Dataset excerpts
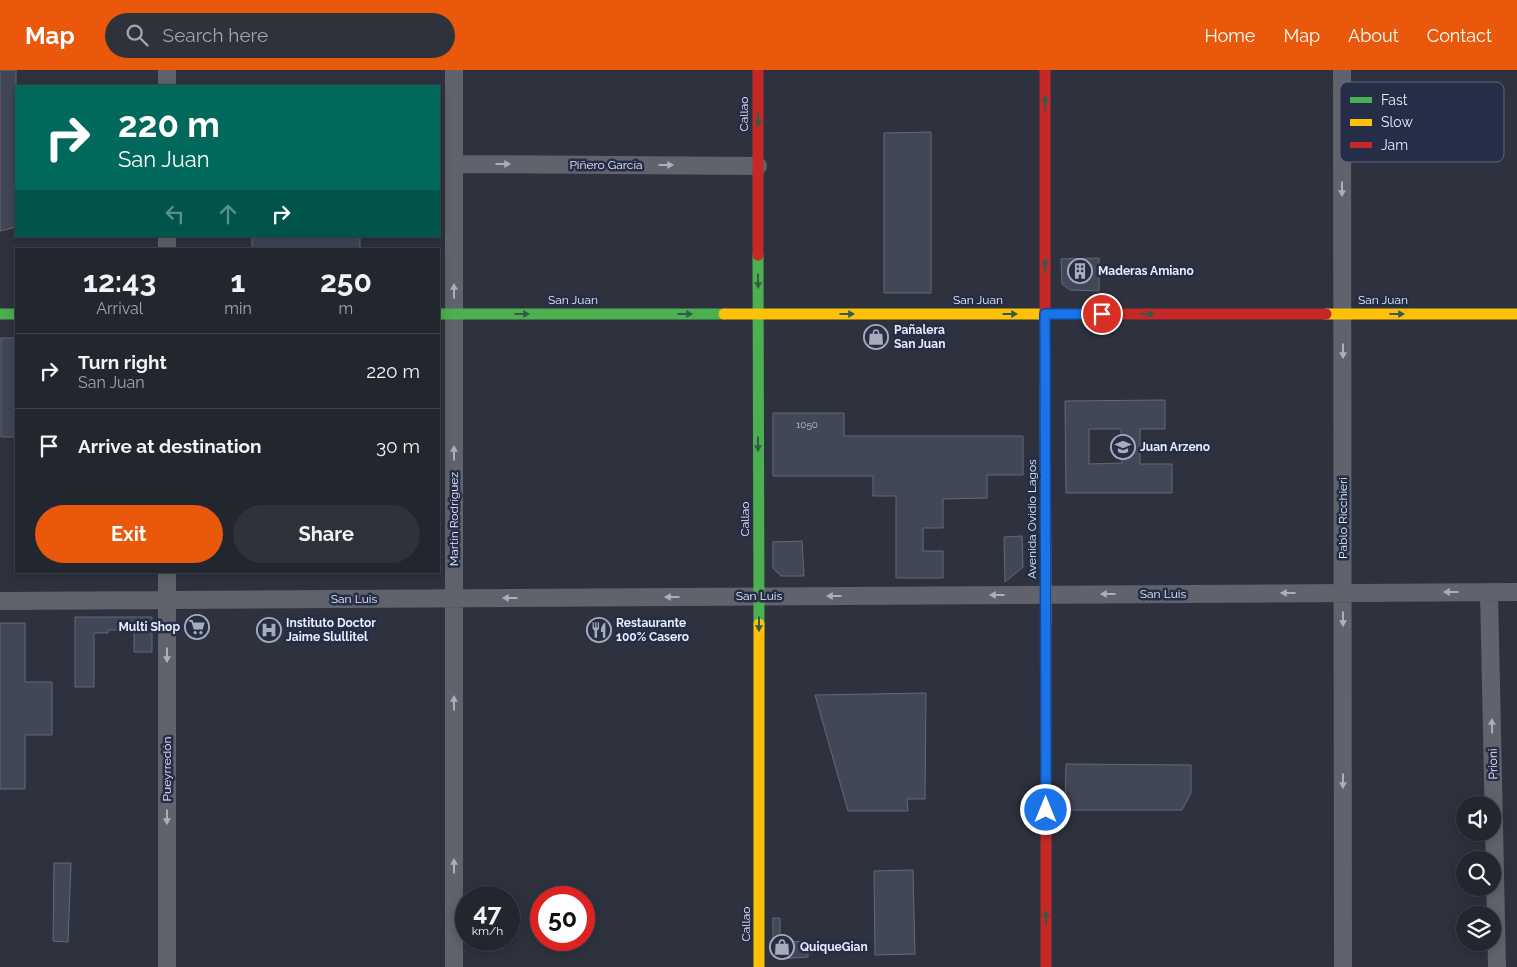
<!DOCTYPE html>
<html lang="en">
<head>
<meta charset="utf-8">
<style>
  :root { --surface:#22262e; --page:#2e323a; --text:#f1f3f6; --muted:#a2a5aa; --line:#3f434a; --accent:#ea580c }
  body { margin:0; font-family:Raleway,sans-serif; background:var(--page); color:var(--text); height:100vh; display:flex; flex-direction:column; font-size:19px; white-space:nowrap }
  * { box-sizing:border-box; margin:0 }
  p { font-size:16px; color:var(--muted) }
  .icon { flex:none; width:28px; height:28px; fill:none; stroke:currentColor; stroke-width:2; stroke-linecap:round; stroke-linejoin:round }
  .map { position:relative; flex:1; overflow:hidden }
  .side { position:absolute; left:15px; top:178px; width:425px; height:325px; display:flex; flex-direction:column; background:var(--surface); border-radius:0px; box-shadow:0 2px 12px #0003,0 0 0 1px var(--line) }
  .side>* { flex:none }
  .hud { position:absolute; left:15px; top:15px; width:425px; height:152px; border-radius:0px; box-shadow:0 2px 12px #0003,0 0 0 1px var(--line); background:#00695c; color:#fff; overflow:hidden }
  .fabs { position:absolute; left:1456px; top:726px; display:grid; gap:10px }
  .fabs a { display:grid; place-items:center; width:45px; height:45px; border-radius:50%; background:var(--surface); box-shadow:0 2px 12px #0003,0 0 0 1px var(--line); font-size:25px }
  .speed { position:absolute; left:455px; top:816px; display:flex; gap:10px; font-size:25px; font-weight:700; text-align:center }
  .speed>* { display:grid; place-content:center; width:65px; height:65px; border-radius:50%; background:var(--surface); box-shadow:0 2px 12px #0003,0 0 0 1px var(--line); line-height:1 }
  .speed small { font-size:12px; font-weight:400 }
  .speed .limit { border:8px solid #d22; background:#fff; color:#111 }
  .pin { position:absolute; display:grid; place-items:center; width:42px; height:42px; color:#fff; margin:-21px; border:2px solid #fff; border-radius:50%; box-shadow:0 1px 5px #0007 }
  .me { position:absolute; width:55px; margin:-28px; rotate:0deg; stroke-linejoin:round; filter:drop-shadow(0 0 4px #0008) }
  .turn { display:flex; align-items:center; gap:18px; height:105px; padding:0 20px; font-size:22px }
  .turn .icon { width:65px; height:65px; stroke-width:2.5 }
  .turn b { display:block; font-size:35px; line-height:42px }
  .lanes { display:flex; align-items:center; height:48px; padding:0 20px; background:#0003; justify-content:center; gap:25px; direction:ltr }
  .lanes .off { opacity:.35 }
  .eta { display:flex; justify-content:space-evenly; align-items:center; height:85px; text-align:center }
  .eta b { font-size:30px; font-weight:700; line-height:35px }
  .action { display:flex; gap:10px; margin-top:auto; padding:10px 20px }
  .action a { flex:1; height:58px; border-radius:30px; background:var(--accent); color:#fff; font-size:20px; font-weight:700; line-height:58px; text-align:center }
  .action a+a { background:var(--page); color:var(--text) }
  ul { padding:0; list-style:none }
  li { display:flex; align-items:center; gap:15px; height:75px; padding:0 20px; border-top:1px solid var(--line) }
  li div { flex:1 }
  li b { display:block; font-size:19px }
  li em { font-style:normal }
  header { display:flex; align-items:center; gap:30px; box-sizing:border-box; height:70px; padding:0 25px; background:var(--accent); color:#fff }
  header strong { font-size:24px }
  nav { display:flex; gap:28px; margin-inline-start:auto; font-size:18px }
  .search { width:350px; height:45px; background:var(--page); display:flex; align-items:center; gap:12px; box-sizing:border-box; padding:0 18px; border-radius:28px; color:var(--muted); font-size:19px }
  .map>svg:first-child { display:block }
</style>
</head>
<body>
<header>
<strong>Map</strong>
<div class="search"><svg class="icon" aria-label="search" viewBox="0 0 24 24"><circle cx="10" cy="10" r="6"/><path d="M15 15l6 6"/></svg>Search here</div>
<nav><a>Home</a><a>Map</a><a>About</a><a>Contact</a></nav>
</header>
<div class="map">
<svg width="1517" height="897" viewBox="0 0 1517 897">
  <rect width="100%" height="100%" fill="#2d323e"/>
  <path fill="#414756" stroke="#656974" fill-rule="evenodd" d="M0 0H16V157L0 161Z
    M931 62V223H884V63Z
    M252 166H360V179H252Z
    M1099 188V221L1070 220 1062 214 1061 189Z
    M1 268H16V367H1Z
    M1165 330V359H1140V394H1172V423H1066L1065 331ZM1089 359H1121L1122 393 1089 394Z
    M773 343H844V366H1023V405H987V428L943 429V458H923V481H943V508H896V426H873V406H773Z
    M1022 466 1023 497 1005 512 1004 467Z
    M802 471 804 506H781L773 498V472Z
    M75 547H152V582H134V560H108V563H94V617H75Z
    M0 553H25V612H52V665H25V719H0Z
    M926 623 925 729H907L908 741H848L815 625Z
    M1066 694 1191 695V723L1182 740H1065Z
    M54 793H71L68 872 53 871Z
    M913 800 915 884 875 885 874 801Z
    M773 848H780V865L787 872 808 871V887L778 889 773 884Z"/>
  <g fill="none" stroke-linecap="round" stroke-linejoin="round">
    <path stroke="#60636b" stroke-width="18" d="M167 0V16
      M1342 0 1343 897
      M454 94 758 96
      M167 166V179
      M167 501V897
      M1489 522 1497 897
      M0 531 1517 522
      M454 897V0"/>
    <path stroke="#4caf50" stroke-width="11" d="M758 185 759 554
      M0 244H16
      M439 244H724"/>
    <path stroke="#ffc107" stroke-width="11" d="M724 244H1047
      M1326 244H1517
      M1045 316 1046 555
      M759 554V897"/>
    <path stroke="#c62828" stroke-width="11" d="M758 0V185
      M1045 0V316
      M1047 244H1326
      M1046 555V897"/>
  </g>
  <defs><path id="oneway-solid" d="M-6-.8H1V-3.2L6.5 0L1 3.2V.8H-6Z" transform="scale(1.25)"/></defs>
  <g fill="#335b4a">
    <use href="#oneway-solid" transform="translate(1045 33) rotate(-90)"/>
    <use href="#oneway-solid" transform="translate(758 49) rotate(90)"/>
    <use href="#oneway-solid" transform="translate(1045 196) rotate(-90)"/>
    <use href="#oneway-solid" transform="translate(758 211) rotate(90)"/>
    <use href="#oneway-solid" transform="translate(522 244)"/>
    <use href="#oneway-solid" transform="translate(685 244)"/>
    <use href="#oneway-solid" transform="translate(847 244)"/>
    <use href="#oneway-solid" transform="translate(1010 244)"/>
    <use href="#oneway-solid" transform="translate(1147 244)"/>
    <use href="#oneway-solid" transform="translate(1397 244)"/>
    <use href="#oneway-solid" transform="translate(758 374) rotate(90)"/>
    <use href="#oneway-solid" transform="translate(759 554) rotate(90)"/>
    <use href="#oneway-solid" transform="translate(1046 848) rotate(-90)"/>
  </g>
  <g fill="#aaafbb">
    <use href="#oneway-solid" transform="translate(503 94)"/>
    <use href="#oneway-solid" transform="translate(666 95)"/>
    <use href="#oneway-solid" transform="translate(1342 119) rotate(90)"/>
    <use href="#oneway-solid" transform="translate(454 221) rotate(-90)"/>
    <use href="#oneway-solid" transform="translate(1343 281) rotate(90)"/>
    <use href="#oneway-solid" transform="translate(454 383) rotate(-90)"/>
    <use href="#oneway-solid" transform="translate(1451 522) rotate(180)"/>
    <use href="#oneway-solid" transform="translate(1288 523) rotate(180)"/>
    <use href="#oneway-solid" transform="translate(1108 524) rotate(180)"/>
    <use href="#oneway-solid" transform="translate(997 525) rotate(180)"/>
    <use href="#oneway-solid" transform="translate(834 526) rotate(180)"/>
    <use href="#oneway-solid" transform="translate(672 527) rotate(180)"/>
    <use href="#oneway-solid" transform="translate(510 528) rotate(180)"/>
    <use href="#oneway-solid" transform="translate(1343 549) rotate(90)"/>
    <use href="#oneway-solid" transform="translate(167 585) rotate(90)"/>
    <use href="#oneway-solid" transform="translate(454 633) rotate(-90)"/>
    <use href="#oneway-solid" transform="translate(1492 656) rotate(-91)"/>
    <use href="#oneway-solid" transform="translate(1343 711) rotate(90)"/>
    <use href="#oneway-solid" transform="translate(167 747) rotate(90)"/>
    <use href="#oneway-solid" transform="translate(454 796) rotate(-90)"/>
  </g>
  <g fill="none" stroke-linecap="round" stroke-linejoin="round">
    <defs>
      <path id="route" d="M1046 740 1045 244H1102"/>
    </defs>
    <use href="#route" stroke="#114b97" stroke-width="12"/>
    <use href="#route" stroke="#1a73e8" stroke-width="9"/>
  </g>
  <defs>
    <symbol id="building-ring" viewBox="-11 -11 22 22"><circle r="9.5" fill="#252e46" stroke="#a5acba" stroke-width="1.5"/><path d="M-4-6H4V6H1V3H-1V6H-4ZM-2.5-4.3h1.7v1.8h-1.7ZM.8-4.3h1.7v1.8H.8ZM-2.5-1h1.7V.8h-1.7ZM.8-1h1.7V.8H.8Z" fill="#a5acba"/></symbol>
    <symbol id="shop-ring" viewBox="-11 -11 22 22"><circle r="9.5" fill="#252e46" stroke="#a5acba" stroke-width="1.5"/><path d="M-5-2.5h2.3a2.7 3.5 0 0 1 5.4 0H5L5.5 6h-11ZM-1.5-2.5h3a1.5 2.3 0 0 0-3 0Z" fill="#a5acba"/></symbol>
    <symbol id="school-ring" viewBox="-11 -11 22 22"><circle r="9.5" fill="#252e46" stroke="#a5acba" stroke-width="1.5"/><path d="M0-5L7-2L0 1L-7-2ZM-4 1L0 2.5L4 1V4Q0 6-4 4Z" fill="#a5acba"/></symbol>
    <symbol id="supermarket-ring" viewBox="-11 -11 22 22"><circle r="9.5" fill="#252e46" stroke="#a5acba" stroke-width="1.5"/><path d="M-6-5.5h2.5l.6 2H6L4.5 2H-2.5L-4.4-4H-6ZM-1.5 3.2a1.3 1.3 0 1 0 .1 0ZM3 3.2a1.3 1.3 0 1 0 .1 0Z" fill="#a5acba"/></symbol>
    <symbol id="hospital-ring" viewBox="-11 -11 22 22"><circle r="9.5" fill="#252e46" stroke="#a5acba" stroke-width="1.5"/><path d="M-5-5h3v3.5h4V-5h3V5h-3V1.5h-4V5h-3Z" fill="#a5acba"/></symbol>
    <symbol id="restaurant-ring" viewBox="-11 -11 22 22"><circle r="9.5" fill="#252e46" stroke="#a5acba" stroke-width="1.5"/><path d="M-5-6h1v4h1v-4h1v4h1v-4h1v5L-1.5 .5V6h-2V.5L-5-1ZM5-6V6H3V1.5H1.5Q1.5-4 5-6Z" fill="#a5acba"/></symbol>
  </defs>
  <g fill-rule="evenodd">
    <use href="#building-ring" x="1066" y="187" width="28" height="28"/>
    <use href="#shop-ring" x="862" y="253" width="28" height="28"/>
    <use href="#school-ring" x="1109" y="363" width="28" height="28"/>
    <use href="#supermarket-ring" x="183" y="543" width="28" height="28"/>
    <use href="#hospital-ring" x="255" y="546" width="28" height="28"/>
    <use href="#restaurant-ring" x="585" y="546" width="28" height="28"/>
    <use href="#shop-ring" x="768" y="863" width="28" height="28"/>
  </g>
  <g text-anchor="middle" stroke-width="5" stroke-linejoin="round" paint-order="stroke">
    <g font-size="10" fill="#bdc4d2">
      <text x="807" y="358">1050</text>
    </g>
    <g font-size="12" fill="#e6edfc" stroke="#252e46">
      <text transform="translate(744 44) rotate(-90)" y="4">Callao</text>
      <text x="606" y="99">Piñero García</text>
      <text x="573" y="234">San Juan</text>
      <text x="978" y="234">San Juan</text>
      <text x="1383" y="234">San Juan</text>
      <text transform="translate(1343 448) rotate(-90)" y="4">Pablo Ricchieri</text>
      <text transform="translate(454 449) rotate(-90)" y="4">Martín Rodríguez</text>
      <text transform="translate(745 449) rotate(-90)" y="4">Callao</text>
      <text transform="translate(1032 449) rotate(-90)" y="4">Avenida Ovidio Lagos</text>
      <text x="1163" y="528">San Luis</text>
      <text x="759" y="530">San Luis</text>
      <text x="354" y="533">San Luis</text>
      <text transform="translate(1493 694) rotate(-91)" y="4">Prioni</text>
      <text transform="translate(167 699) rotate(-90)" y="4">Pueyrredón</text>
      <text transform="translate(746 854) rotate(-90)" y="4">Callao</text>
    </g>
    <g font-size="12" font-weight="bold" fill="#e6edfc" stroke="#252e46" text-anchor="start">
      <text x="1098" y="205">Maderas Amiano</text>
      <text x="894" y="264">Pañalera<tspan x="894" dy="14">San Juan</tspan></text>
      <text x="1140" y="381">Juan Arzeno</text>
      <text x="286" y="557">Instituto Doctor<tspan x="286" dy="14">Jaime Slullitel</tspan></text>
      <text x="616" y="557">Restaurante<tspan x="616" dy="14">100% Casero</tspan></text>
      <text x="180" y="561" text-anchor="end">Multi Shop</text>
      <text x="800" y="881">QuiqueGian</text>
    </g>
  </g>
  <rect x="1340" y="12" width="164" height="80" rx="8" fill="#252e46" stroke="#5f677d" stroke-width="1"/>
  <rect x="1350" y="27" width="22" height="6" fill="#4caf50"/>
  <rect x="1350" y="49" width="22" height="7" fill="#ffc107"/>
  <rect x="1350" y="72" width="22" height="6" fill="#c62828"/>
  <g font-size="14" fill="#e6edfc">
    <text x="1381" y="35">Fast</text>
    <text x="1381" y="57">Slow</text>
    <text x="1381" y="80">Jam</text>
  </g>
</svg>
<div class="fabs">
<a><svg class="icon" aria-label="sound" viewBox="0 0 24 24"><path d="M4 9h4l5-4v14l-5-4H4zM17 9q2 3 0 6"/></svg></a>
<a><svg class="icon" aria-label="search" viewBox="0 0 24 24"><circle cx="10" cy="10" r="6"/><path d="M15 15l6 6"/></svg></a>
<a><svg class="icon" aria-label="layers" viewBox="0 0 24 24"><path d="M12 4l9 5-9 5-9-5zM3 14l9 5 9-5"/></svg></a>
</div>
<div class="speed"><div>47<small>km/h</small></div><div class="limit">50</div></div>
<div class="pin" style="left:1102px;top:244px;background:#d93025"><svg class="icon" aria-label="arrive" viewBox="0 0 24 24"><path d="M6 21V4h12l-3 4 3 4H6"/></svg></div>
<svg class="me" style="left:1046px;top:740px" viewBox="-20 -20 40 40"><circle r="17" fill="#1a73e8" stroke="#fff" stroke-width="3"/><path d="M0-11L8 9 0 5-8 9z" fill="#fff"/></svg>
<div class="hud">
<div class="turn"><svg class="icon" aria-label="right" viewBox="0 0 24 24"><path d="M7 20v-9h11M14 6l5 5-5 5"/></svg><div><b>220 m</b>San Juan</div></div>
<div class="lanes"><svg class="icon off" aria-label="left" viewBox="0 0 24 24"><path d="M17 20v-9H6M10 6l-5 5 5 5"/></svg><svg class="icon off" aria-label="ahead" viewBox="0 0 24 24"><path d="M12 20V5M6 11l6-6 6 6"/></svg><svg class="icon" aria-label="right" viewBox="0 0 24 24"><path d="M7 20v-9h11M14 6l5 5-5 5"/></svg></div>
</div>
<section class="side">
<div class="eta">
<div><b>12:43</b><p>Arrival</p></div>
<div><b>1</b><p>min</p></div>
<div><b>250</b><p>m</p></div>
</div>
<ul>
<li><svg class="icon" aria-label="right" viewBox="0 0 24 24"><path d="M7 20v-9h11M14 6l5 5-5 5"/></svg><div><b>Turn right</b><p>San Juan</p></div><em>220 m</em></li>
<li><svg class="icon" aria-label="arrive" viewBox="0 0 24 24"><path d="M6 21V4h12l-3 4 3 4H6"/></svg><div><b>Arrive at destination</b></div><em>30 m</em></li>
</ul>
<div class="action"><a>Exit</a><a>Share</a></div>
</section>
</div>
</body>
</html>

- TASK ITEM -
State how many lines in the records above contain the word "column", giving only the number.

- RESPONSE BELOW -
2